The city also announced Monday that its Department of Investigation had started reviewing 129 cases of reported prisoner abuse by guards. The review comes a week after a New York Times report based on documents from the New York City Department of Health and Mental Hygiene that showed rampant inmate abuse.
A spokesman for the city's Law Department confirmed the settlement with the estate of Ronald Spear, 52, who died in December 2012 at the New York City jail.
In a federal lawsuit filed last year in Manhattan, Spear's father claimed his son was assaulted for complaining that his medical care at the jail was inadequate.
The settlement was first reported Monday in an article by The New York Times.
A broad investigation into violence and other criminal conduct has led to the arrest of more than a dozen officers at the much-criticized jail complex in recent months.

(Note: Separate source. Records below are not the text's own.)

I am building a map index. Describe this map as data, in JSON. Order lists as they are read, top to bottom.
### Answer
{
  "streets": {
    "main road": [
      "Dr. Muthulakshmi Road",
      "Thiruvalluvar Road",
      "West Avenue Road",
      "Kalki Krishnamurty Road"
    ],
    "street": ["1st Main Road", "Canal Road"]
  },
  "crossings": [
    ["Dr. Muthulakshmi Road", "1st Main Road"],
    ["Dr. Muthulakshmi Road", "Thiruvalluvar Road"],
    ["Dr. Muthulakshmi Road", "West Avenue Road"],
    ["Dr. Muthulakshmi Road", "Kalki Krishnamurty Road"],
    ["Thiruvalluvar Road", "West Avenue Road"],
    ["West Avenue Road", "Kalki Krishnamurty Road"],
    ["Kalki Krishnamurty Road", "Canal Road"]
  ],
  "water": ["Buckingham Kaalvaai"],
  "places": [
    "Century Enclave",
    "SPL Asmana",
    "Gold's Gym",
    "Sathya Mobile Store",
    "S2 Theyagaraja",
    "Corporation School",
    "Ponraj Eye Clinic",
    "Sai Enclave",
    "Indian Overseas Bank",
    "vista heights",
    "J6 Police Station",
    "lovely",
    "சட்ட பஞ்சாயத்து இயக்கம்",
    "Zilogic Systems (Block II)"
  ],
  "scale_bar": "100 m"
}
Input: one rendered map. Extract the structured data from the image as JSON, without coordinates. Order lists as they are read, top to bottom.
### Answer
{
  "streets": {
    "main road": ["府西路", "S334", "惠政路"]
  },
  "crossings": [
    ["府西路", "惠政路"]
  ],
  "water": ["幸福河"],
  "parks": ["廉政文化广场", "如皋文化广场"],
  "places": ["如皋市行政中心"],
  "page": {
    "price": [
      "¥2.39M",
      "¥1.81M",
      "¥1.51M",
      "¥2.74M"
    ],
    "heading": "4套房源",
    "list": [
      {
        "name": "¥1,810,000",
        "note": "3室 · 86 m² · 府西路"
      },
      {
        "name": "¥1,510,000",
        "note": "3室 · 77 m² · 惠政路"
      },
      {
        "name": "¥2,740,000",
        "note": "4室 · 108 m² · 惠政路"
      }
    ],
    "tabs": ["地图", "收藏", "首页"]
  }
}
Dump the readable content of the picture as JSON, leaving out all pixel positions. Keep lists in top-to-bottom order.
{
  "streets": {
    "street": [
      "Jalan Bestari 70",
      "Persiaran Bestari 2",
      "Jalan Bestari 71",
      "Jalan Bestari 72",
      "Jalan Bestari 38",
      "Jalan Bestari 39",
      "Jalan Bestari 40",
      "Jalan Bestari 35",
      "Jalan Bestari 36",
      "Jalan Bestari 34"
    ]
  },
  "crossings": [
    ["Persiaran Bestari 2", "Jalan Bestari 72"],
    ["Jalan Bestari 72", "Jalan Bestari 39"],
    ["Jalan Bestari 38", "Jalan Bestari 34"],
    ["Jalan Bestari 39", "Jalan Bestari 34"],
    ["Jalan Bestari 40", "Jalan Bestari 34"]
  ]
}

In March an officer was charged with depriving a mentally ill inmate of medical aid after the inmate swallowed a corrosive disinfectant. The inmate eventually died. Another convict who suffered from schizophrenia died in an overheated cell earlier this year. His family has filed a $25 million lawsuit against the city.
Spear, who was arrested for burglary in September 2012, suffered from chronic kidney disease and required a cane, according to the lawsuit. In late 2012 he filed a lawsuit against the city's Department of Corrections, claiming he had been denied medical care and that officers were retaliating against him for his complaints. He died two weeks later.
His family's separate lawsuit claimed three officers held him down and kicked him multiple times in the head while inmates looked on. The New York City Office of Chief Medical Examiner ruled the death a homicide, citing "blunt force trauma to the head" as a contributing factor, according to the lawsuit.
The proposed settlement was to be filed Monday in federal court in Manhattan, where it will require a judge's approval. The city will not admit liability as part of the agreement.
"This was a tragic incident," Muriel Goode-Trufant, a lawyer for the city, said in a statement. "It is hoped that this resolution brings some small measure of closure for the family."
Lawyers for the family did not immediately respond to requests for comment.
The New York Times quoted a spokesman of the Corrections Department as saying that one officer had been fired and others faced disciplinary charges over the incident.
The Bronx district attorney's office investigated the incident but concluded it could not prove criminal charges against the officers beyond a reasonable doubt, according to a spokesman who was also quoted by the Times.
In March, New York City Mayor Bill de Blasio appointed former Maine Department of Corrections Commissioner Joseph Ponte to head New York City’s response to the problems at its jails. Ponte has since instituted new security policies designed to prevent violence and ordered a review of training and safety protocols.